Stackoverflow Based Semantic Search Engine

Published in

Analytics Vidhya

10 min readMar 4, 2020

If you have written a code in your life then you must be familiar with StackOverflow. For those who did not familiar with this, StackOverflow provides one of the largest QA platforms for programmers. Users post questions/doubts and their fellow programmers try to provide solutions in the most helpful manner possible. The better an answer, the higher the votes it gets, which also improve the reputation of the user.

Kowing to its popularity, it’s safe to say that there are lots of data to them, However, this huge amount of information also makes it difficult to search for the solution on is looking for. But it is not big programmers who are aware of programming because they know how to optimize your search query with proper keywords. But for someone who is new to this world, it is not that simple.
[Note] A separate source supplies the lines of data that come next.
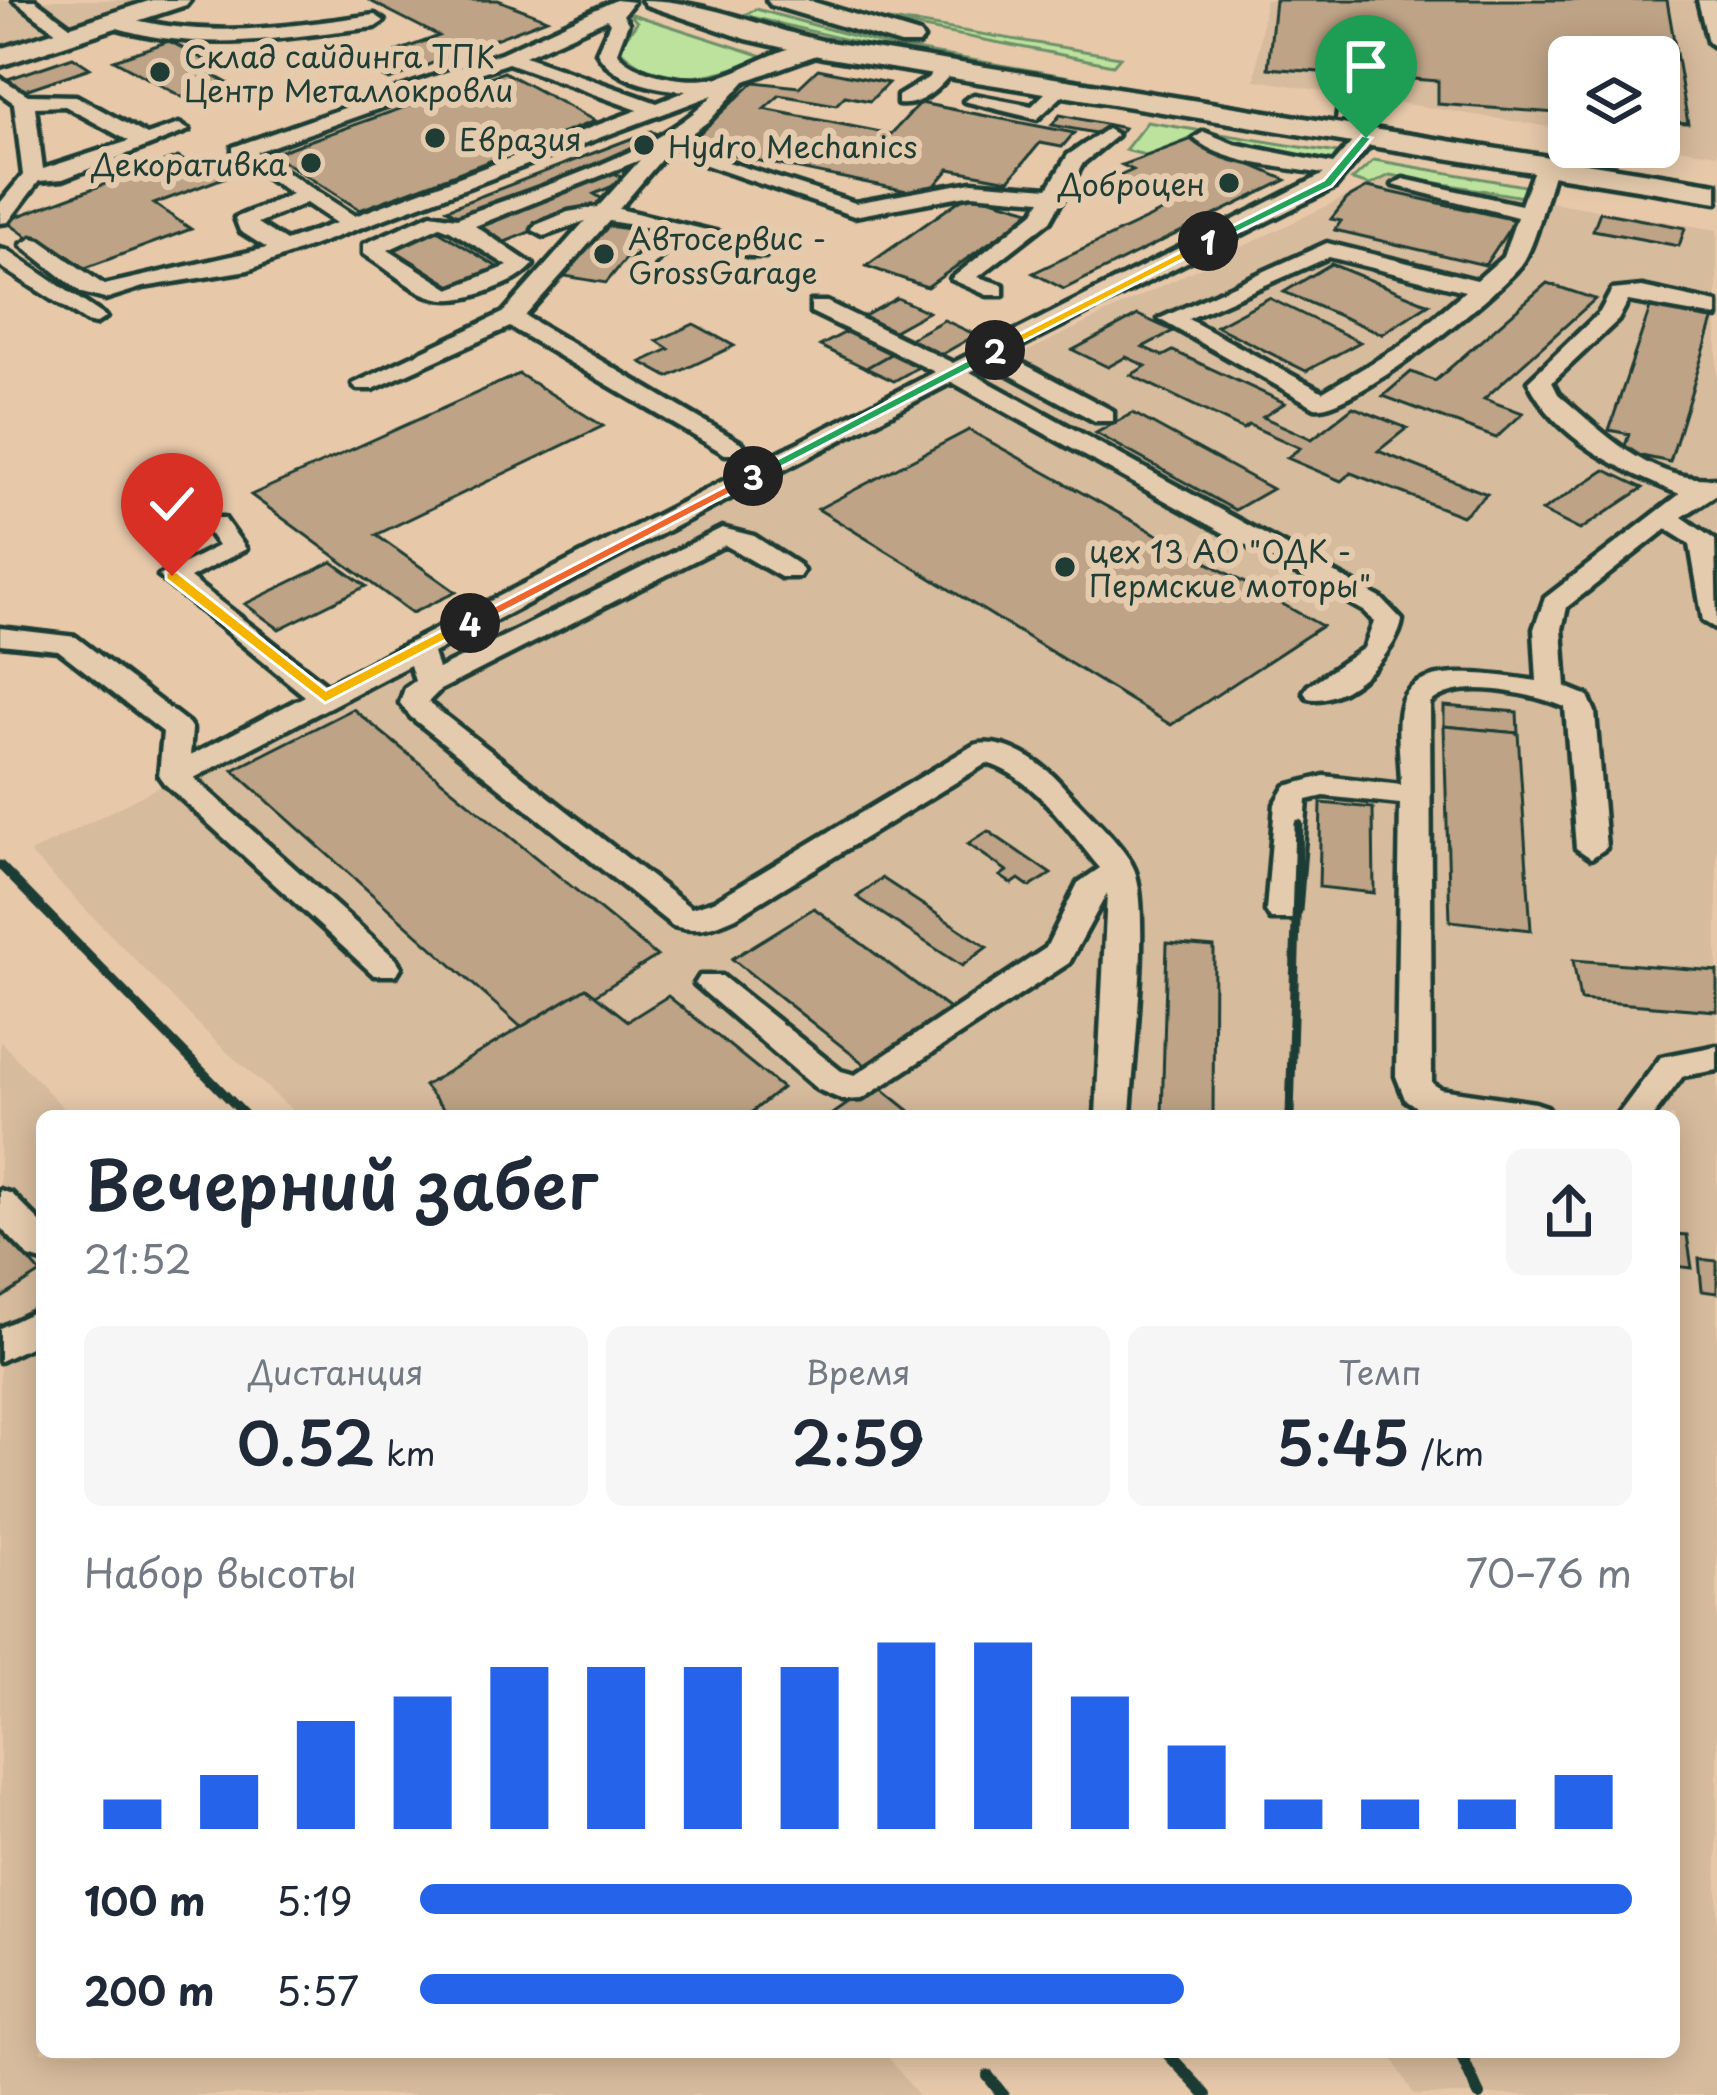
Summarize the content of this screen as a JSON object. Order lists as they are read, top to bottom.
{
  "places": [
    "Склад сайдинга ТПК Центр Металлокровли",
    "Евразия",
    "Hydro Mechanics",
    "Декоративка",
    "Доброцен",
    "Автосервис - GrossGarage",
    "цех 13 АО \"ОДК - Пермские моторы\""
  ],
  "page": {
    "pins": [
      "1",
      "2",
      "3",
      "4"
    ],
    "heading": ["Вечерний забег", "21:52"],
    "stats": [
      ["Дистанция", "0.52 km"],
      ["Время", "2:59"],
      ["Темп", "5:45 /km"]
    ],
    "chart": ["Набор высоты", "70–76 m"],
    "list": [
      {
        "name": "100 m",
        "note": "5:19"
      },
      {
        "name": "200 m",
        "note": "5:57"
      }
    ]
  }
}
Therefore, an optimal search engine is necessary to navigate through this mess.

Index

The Task
Business Problem
ML Problem
Approach
Data
Library Import
Data Analysis and processing
Tag predictor model
Creating the Search pipeline
Scope of Improvement
References

1. The Task

Our objective is for the platform to actually understand the content of what the user is trying to search for, and then return the most similar result based o that. I need to gather Questions and Answers that were posted on Stack Overflow. Thus what I need are the following:

Title
Question body
Answers for that question
Votes for each answer

2. Business problem

The StackOverflow has a huge amount of information due to which it makes it difficult to search for the solution one is looking for. It’s not that big of an issue for programming veterans and other experienced professionals, because they are aware of the correct keywords required to get an appropriate answer. However, for a baby programmer, this poses a great concern. For instance, if he needs to learn ‘how to make a server’ using Python, it is quite unlikely that he would use the terms ‘Django’ or ‘Flask’ in the search box. Thus there is a need for an optimal search engine.

3. ML Problem

We have to build a semantic-based search engine that uses the StackOverflow data to do the search.

Performance metrics

I am using micro f1_score, as the metric for my Tag predictor model, since it is multilabel classification model micro f1_score is a good metric to choose

constraints

since its a search engine the latency should low.

4. Approach

First I will be going to get the data from https://www.kaggle.com/stackoverflow/stackoverflow and do some preprocessing and feature engineering on that.
Then I train a deep learning model to predict the tag of the input query so that I know which category the input query belongs to, my metric will be micro f1_score. Here I am also using the w2vec model for the vectorizing since I am using cosine similarity along with the number of votes and the sentiment polarity to the answer to select the most voted and positive response and to achieve this I want to represent my query into a vector space.
In the end, I will create a small UI to get the input and when the user enters the new query I will first process it then I will predict the tag form it and after that will filter the main StackOverflow data related to the predicted tag. After doing this I will restrict my search and embedding to that corpus of filtered data only and based on the similarity along with most voted and positive sentiment. I return the results to the user.

5. Data

I will use this https://www.kaggle.com/stackoverflow/stackoverflow dataset. I include an archive of Stack Overflow content, including
posts, votes, tags, and badges. This dataset is updated to mirror the Stack Overflow content on the Internet Archive.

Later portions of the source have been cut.